Thiago Motta joue les remplaçants de luxe depuis l’arrivée d’Unai Emery.

Avec Laurent Blanc, Thiago Motta était le métronome, le chef d’orchestre du récital parisien. Tous les week-ends, il distillait les bons ballons ou combinait avec Marco Verratti. L’entent était parfaite, le jeu élégant et beau à regarder.

Depuis l’arrivée d’Unai Emery, Thiago Motta est vice-capitaine, mais sur le terrain, il n’est plus rien ou presque. Il sombré vendredi à Toulouse, offrant le second but au TFC. Il semble avoir perdu sa patte magique et ne trouve plus les ouvertures.

Pas de 3e poumon

Pour son agent Alessandro Canovi, l’explication est simple, tout à changé entre Blanc et Emery : « Les deux organisations sont totalement différentes. Thiago essaie de s’adapter et il a toujours dit que le PSG avait besoin de concurrence », dit-il dans Le Parisien. L’absence de Marco Verratti est aussi un frein pour l’Italien, qui joue toujours mieux avec son compatriote à ses côtés.

Il pense à sa reconversion

Car Emery veut une sentinelle devant la défense qui relance court, et qui joue le 3e défenseur lorsque les latéraux montent. Un rôle qui demande un 3e poumon, ce que Thiago Motta, la trentaine bien sentie, n’a plus forcément. Mais un rôle qui convient parfaitement au rugueux Grzegorz Krychowiak, qui se content de récupérer et de donner. Basta.

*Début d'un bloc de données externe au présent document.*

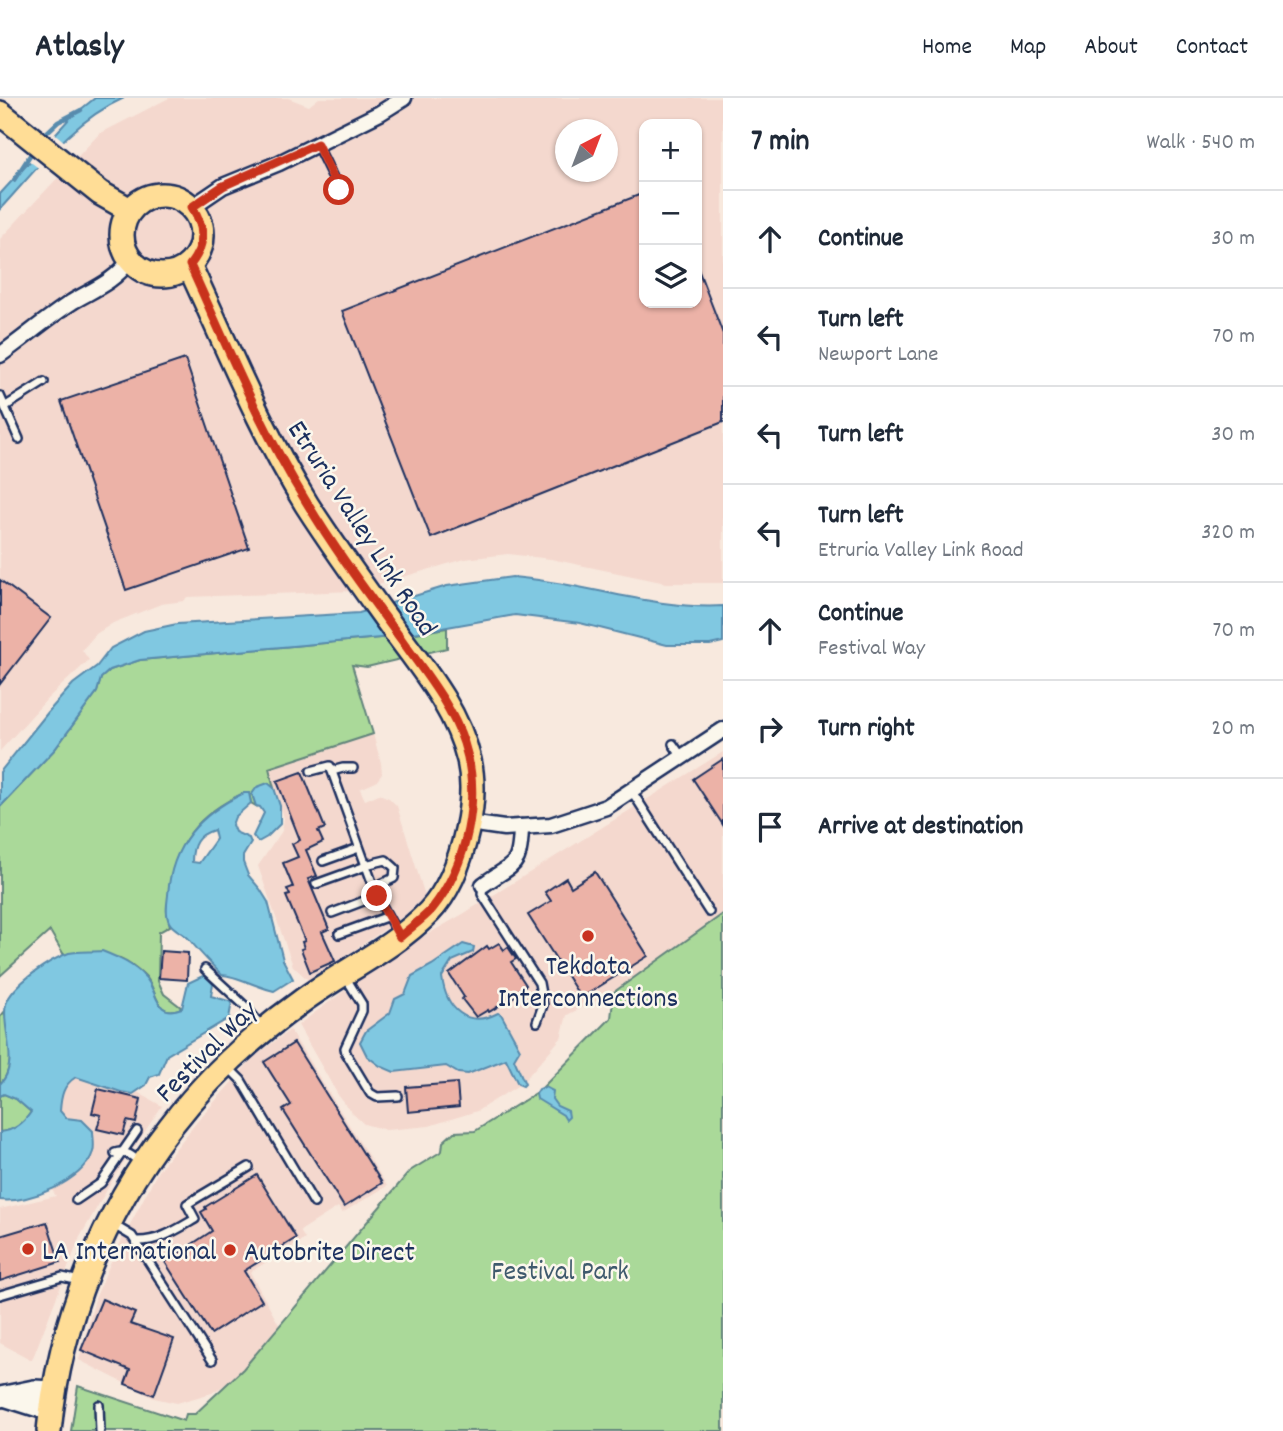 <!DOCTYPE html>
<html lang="en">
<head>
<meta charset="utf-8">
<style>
  :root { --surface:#fff; --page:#f6f6f7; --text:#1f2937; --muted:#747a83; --line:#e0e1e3 }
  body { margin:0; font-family:Dekko,sans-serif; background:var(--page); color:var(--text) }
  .controls { position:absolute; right:21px; top:21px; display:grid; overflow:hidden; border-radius:14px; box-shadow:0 2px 5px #0004 }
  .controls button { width:63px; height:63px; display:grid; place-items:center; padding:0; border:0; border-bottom:2px solid var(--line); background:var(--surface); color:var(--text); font:35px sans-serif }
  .compass { position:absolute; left:555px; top:21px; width:63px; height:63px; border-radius:50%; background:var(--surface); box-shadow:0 2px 5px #0004; rotate:42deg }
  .stop { position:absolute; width:21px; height:21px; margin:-16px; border:5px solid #c8321e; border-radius:50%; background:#fff }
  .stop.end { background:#c8321e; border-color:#fff; box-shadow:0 2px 7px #0008 }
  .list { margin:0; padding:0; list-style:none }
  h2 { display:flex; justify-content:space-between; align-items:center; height:91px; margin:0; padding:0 28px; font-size:30px }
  h2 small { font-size:23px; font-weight:400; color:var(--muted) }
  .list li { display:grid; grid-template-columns:46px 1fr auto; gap:21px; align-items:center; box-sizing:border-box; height:98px; padding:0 28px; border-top:2px solid var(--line) }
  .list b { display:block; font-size:26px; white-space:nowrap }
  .list p { margin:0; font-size:23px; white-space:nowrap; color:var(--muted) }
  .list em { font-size:23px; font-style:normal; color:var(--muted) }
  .icon { flex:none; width:38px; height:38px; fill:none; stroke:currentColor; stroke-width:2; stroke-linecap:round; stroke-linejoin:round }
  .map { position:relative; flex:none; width:723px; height:1333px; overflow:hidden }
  header { display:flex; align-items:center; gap:42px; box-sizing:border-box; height:98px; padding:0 35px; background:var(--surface); border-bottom:2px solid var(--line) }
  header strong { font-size:33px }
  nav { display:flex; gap:38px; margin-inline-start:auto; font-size:24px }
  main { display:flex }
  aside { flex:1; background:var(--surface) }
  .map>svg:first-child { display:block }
  .built { fill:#f4d8ce; fill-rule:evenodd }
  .green { fill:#aad999; stroke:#62847c; stroke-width:2 }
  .water { fill:#80c8e1; stroke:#588bad; stroke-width:2; fill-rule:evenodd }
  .pier { fill:#f8e9de }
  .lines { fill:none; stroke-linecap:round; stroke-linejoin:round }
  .stream { stroke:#588bad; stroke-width:4.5 }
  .building { fill:#ecb2a7; stroke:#1b2f5e; stroke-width:2 }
  .lane-casing { stroke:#1b2f5e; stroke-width:12 }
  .street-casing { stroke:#1b2f5e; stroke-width:19 }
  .secondary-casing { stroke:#1b2f5e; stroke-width:24 }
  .primary-casing { stroke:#1b2f5e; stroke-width:28 }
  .lane { stroke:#fbf7ec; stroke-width:7 }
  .street { stroke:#fbf7ec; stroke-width:14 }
  .secondary { stroke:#fbf7ec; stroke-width:19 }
  .primary { stroke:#ffdd96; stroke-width:23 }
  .route { stroke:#c8321e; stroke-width:9 }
  .poi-dot { fill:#c8321e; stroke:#fbf7ec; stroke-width:2.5 }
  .labels { text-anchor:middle; stroke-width:5; stroke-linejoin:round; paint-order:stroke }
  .street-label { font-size:28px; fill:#1b2f5e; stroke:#fbf7ec }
  .poi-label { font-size:28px; fill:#1b2f5e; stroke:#fbf7ec; text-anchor:start }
  .park-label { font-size:28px; fill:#3f5a6d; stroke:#fbf7ec }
</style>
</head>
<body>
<header>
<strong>Atlasly</strong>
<nav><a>Home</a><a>Map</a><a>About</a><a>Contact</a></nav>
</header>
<main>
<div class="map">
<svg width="723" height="1333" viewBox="0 0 723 1333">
  <rect width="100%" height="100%" fill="#f8e9de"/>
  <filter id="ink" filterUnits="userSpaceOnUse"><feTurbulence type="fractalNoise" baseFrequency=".0143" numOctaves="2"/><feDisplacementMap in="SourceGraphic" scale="14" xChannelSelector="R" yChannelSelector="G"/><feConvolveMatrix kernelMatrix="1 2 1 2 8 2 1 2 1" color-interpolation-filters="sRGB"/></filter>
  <g filter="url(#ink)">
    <g class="built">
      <path d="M 169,0 L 288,0 L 309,8 L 319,0 L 723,0 L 723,485 L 666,485 L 551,461 L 508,456 L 465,461 L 354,493 L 187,499 L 184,503 L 161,506 L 113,525 L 96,536 L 82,552 L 89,562 L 48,600 L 0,653 L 0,141 L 99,36 ZM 644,26 L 697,26 L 697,205 L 644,205 ZM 566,32 L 608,32 L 608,74 L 566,74 Z"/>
      <path d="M 373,636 L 381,665 L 382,676 L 376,684 L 360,691 L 365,702 L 379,696 L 389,700 L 397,708 L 425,798 L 404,818 L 309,883 L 293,868 L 258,768 L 282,733 L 284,720 L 269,670 Z"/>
      <path d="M 723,654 L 723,816 L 614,894 L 567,917 L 561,940 L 522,985 L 477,1013 L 429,1028 L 386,1032 L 364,1026 L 352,1015 L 338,997 L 298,927 L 400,852 L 463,816 Z"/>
      <path d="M 290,932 L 387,1088 L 342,1115 L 338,1109 L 300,1133 L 305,1141 L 250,1174 L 279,1227 L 243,1271 L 229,1284 L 212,1295 L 177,1305 L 154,1300 L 79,1262 L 95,1201 L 112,1161 L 158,1073 L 196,1025 L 255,958 Z"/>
      <path d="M 76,979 L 104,989 L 133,996 L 137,994 L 162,1008 L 116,1076 L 80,1139 L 32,1262 L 0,1245 L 0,1111 L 56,1098 L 52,1092 L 86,1068 L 94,1053 L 93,1032 L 82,1022 L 66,1020 L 60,1013 L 61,998 L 68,984 Z"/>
    </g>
    <g class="green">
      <path d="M 447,530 L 447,550 L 367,569 L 352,567 L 373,636 L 269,670 L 274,690 L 268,685 L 252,696 L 256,708 L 251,705 L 249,695 L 244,695 C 200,715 173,745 169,795 C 168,807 166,816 170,828 L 159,834 L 158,883 L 164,896 L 182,910 C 155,921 158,894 147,880 C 141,873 128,863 120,860 C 105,856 86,857 71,855 L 64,857 L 50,833 L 0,878 L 0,709 L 55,651 L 97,594 L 101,580 L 110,572 L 140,562 L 391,539 Z"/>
      <path d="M 723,816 L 723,1333 L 71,1333 L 78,1288 L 184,1323 L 186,1316 L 195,1316 L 243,1271 L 410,1073 L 442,1053 L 443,1044 L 454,1034 L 475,1033 L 539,993 L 611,920 L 614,894 Z"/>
      <path d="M 5,913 C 8,933 17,970 0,986 L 0,919 Z"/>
      <path d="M 4,996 L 16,1001 L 31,1014 C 23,1026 15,1033 0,1034 L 0,998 Z"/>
    </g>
    <g class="water">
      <path d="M 95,0 L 124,0 C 72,23 38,70 0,111 L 0,96 L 70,20 Z"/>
      <path d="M 512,479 C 583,484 651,512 723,508 L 723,544 L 710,547 L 667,547 L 580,525 L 515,517 L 391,539 L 140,562 L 110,572 L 101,580 L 97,594 L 55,651 L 0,709 L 0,674 L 49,613 L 73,586 L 97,568 L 111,550 L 144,533 L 177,526 L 359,515 L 447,488 Z"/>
      <path d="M 268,685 L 274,690 L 280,708 L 280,726 L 267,739 L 258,744 L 253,738 L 264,715 L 260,709 L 256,708 L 252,696 L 257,689 Z"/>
      <path d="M 244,695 L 249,695 L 251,705 L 235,719 L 232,727 L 235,734 L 249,740 L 251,745 L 243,758 L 243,764 L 248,777 L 260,791 L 268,804 L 283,862 L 293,881 L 274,893 C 259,890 235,877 222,877 C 210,865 199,854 189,841 C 183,834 173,832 169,824 C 165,816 167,806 168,797 C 171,747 200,716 244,695 ZM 214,732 L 216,741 L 199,765 L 192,764 C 192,747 197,737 214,732 Z"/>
      <path d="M 463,846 L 474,849 L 473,854 L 452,863 L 442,879 C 446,911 467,931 498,915 L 501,916 L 520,951 L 514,961 L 525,986 L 523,988 L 518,986 L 506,961 L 468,976 L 458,975 L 446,968 L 394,974 L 380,968 L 367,958 L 360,944 L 366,933 L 390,915 L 395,901 L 405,896 L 412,878 L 432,867 Z"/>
      <path d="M 102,853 C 117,859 134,866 145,879 C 158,892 154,921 182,910 L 188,885 L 205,877 L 213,886 L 211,898 L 232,904 L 229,920 L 167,957 L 159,976 L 150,979 L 146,987 L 133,996 L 121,994 L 76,979 C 63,987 61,998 60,1013 L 66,1020 L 82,1022 L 93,1033 C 93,1039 95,1048 93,1054 C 84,1083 28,1106 0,1102 L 0,1034 C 14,1033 23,1026 31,1014 L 16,1001 L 4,996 L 0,998 L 0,986 C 21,966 0,928 6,906 C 12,887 50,861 69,855 C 79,853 91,854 102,853 Z"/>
      <path d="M 545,989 L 553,993 L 552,1001 L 557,1008 L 568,1013 L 569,1019 L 566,1022 L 563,1017 L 537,1001 L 536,996 L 539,991 Z"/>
    </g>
    <path class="pier" d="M 53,34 L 66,45 L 41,72 L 28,62 Z"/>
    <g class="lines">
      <g class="stream">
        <path d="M 43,38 L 58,24 L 81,12"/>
        <path d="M 14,82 L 34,51"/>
      </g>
    </g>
    <g class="building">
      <path d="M 644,95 L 644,205 L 697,205 L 698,171 L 723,236 L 723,324 L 431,440 L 342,213 Z"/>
      <path d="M 185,261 L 249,450 L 126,492 L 61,303 Z"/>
      <path d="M 0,482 L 51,520 L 0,586 Z"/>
      <path d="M 723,661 L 723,727 L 693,681 Z"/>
      <path d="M 302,674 L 325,730 L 318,733 L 323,744 L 306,752 L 317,778 L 308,781 L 329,831 L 322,834 L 335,863 L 310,874 L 301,851 L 304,850 L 302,844 L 305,843 L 286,798 L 290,797 L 287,791 L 293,789 L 283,765 L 298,759 L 292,746 L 300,742 L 277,683 Z"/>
      <path d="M 595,774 L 648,858 L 581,900 L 528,817 L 551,803 L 545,794 L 566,780 L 571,789 Z"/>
      <path d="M 499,845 L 504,852 L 508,849 L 516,861 L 511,864 L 526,887 L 516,894 L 518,896 L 489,914 L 488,912 L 476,919 L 462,901 L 464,899 L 449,876 L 487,848 L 489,851 Z"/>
      <path d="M 161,853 L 188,855 L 187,882 L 159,880 Z"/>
      <path d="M 294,945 L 382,1085 L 344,1109 L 283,1012 L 291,1007 L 264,964 Z"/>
      <path d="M 457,985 L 459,1009 L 408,1014 L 406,989 Z"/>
      <path d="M 98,991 L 141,1001 L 136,1025 L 127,1023 L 123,1037 L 97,1031 L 101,1017 L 92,1015 Z"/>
      <path d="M 257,1077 L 296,1140 L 244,1173 L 262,1203 L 211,1236 L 165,1164 L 212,1133 L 201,1114 L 206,1111 L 205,1109 Z"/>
      <path d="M 47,1124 L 60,1164 L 0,1183 L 0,1138 Z"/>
      <path d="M 102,1201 L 135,1215 L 130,1226 L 174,1241 L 154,1297 L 125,1286 L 130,1272 L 81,1252 Z"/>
    </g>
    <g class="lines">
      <g class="lane-casing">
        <g id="lane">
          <path d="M 317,47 L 339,92"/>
          <path d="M 0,298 L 19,341"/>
          <path d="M 6,308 L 44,284"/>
          <path d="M 673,646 L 682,659"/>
          <path d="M 311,673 L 330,668 L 377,798 L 397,835"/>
          <path d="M 332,673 L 343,670 L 353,670"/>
          <path d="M 631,692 L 709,814"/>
          <path d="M 323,763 L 359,750"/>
          <path d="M 365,767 L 386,762 L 395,770 L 394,780 L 373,790"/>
          <path d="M 316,786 L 366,768"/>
          <path d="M 483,787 L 482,796 L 539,885 L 543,907 L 537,924"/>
          <path d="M 332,815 L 377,798"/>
          <path d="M 339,836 L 386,819"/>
          <path d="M 205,871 L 245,908 L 263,930"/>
          <path d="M 346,880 L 362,906 L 362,913 L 345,950 L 346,955 L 370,995 L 377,999 L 398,998"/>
          <path d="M 228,969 L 241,982 L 314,1105"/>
          <path d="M 115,1055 C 125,1051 134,1059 141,1066"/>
          <path d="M 76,1102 L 101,1085 L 137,1033"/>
          <path d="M 112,1126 L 132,1138 L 212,1262"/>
          <path d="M 136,1143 C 158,1144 176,1132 195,1121 L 187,1106 L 249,1069"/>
          <path d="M 0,1197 L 62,1179 L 80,1183"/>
          <path d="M 99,1307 L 100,1333"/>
        </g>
      </g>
      <g class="street-casing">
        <g id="street">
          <path d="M 192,109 L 223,88 L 279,65 L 380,15 L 404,0"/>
          <path d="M 0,257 C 24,240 47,220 72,204 C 94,191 114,184 130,162"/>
          <path d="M 469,725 L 504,730 L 551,727 L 606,709 L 723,632"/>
          <path d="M 483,787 C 514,764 520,772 521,729"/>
        </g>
      </g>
      <g class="secondary-casing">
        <g id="secondary">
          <path d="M 0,1299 L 34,1292 L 54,1293"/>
          <path d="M 7,1299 L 51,1313"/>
        </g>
      </g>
      <g class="primary-casing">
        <g id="primary">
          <path d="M 0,15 L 100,95 L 130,112"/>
          <circle cx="162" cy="137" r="40"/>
          <path d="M 49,1333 C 60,1223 102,1116 170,1029 C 206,982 253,938 302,903 C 343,873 393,851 429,814 C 449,793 461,760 467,732 C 472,710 474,684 469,662 C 457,611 422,570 392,529 C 363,489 334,449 307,407 C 260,331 227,248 189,167"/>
        </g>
      </g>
      <use href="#lane" class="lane"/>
      <use href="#street" class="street"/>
      <use href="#secondary" class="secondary"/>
      <use href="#primary" class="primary"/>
    </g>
  </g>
  <g class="lines" filter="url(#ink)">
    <path class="route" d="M 339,92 L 317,46 L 223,88 L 192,109 C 206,130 205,148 190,167 C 227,248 260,329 307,405 C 335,452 368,496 401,541 C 424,574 451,606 464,645 C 482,699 467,767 432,811 C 423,821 410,830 400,839 L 377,798"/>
  </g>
  <g class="poi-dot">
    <circle cx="588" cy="838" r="7"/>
    <circle cx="28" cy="1151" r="7"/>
    <circle cx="230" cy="1152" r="7"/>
  </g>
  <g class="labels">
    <g class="street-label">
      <text transform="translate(364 429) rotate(57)" y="10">Etruria Valley Link Road</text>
      <text transform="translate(205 952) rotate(-45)" y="10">Festival Way</text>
    </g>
    <g class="poi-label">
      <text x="588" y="876" text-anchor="middle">Tekdata<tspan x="588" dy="32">Interconnections</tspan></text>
      <text x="42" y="1161">LA International</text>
      <text x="244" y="1162">Autobrite Direct</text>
    </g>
    <g class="park-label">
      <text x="560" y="1181">Festival Park</text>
    </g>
  </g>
</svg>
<div class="controls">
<button>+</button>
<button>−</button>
<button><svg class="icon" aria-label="layers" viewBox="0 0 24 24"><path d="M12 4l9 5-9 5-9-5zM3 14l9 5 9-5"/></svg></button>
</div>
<svg class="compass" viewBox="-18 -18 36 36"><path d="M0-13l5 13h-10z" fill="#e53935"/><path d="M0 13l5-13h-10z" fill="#747a83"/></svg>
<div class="stop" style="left:339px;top:92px"></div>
<div class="stop end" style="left:377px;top:798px"></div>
</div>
<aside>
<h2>7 min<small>Walk · 540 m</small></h2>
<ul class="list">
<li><svg class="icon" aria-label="ahead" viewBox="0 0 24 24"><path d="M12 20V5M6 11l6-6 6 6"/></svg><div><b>Continue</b></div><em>30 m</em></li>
<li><svg class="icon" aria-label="left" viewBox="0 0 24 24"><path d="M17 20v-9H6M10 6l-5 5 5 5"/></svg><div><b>Turn left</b><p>Newport Lane</p></div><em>70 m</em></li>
<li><svg class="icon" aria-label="left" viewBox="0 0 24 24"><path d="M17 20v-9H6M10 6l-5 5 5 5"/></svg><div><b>Turn left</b></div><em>30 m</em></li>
<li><svg class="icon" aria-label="left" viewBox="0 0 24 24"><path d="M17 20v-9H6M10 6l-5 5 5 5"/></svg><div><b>Turn left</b><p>Etruria Valley Link Road</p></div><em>320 m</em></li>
<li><svg class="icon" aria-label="ahead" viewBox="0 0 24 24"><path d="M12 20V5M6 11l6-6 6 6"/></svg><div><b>Continue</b><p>Festival Way</p></div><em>70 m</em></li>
<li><svg class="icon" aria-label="right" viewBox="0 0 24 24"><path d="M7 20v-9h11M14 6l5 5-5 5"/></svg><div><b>Turn right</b></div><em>20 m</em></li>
<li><svg class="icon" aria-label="arrive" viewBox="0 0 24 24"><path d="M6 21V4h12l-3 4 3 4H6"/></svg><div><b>Arrive at destination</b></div></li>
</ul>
</aside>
</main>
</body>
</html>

Thiago Motta se cherche donc dans ce nouveau rôle, et pour sa dernière année parisienne, pense aussi à sa reconversion. « Tout le monde sait qu’il veut être coach quand il s’arrêtera. C’est une très belle expérience pour lui de voir comment Unai Emery travaille. Il est très attentif et curieux de sa méthode », assure son agent dans Le Parisien. S’il adhère à l’entraînement, Thiago Motta n’a cependant pas encore trouvé le solution sur le terrain.